EXERCISE DIRECTIONS
Write out every line below that includes the word "image".

(Excerpts from a dataset)
--- START ---

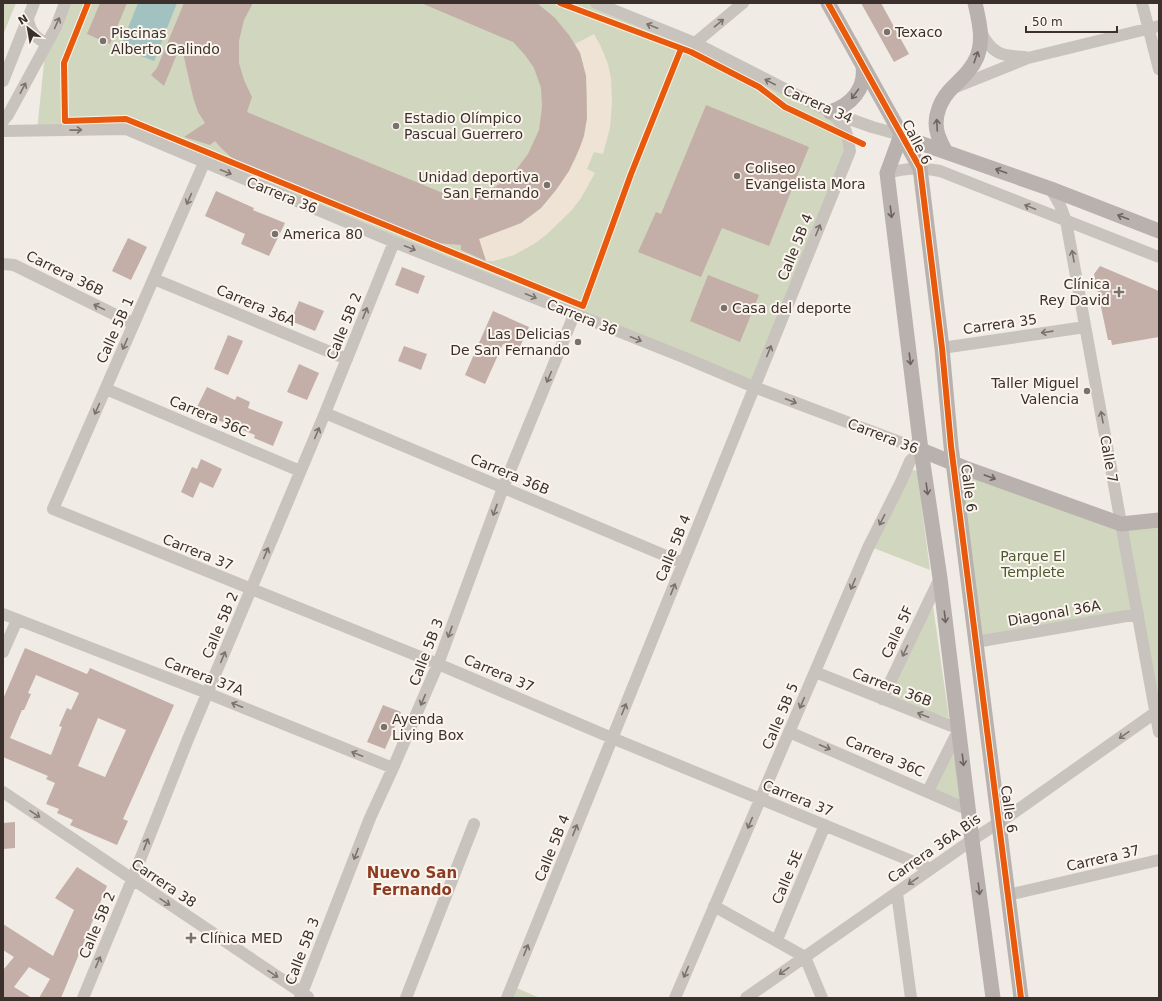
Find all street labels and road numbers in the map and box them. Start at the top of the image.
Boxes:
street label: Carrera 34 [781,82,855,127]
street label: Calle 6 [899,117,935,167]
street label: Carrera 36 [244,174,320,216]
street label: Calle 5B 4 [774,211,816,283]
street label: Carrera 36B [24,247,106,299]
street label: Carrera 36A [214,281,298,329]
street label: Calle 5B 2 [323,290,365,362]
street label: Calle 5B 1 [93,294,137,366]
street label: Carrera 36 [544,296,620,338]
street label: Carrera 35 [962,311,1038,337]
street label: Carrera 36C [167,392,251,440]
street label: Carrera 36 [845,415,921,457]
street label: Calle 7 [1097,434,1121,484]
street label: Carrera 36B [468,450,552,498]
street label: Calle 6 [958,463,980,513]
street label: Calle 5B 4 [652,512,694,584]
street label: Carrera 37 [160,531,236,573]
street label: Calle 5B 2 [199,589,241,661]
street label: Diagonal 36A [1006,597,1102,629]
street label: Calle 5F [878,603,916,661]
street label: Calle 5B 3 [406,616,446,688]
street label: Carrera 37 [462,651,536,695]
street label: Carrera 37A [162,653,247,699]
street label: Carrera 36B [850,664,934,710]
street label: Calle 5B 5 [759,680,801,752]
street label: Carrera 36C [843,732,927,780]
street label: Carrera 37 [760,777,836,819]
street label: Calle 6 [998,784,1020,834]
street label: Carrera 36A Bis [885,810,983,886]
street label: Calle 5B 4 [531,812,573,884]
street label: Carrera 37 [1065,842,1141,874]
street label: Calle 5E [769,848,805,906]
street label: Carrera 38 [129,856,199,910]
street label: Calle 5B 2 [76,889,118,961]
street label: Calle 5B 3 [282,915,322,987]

--- END ---
--- START ---

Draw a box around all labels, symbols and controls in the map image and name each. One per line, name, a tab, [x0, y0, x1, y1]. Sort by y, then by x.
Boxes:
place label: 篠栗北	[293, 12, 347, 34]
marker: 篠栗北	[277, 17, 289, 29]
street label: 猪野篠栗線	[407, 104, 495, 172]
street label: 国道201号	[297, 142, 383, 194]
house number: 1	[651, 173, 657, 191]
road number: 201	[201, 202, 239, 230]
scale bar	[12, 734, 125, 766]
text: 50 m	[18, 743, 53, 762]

--- END ---

TASK ANSWER
Find all street labels and road numbers in the map and box them. Start at the top of the image.
Draw a box around all labels, symbols and controls in the map image and name each. One per line, name, a tab, [x0, y0, x1, y1]. Sort by y, then by x.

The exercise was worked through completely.